Category: Python Library
Group: None
Status: Open
Resolution: None
Priority: 5
Submitted By: Douglas Napoleone (derivin)
Assigned to: Nobody/Anonymous (nobody)
Summary: reverse form of enumeration

Initial Comment:
I love the new enumeration builtin. Before it was put in I 
had my own version of the functionality as many did 
using xrange and zip.

I also used an extension that would give a reverse of 
what enumeration returns (in behavior at least)

enumeration(list)
returns an xrange like itterator that behaves like:
( (0, list[0]), (1, list(1)), ...)

my old code looked like:

def old_enumeration( argList):
_ return zip(range(len(argList)), argList)

def revenum( argList ):
_ temp = old_enumeration( argList)
_ temp.reverse()
_ return temp


obviously this is really slow for really long lists and 
tuples

these structures would be used for looping 90% of the 
time. One of my fav's:
matches = []
for ind, val in revenum(aList):
_ if test(val): matches.append(aList.pop(ind))
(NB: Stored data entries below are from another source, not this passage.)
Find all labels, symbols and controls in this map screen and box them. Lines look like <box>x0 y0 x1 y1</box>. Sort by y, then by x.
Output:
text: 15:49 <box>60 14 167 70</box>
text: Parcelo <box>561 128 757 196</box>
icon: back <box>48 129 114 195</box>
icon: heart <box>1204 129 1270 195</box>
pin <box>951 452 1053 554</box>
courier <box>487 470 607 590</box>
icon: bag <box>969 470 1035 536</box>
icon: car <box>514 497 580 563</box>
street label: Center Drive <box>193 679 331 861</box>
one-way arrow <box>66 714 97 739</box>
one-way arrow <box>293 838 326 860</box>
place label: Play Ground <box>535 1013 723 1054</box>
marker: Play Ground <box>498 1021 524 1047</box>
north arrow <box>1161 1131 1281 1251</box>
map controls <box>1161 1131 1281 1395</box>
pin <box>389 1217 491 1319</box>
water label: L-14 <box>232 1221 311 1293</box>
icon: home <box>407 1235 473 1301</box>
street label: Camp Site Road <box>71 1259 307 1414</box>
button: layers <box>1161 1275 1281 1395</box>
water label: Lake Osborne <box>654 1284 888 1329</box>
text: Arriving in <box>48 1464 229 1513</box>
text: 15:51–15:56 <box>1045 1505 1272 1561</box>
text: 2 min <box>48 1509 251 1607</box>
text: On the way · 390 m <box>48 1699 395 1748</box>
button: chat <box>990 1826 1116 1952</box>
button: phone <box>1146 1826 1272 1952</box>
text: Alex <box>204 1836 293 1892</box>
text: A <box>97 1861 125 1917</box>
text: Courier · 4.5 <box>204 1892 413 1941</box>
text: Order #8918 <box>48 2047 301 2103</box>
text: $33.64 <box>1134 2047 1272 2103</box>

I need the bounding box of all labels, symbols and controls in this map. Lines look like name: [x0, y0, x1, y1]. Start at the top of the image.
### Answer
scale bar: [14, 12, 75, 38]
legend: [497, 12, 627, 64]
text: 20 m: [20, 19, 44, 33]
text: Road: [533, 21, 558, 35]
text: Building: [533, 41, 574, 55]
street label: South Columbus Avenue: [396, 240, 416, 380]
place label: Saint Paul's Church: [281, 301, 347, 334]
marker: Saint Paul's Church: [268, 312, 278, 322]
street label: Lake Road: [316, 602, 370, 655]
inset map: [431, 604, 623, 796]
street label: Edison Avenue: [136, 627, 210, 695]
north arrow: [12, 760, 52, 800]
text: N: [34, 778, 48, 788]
am I the only person wanting an effecient reverse 
enumeration??

(NOTE: currently if the list is really long I use:
for ind in xrange(len(aList) - 1, -1, -1):
create two new lists, then delete the old one.
the additional time for pop() is non trivial on a list of 
50Mil entries and memory isnt much of a concern as 
time for me. A reverse enumeration would be much 
clearer to read IMO).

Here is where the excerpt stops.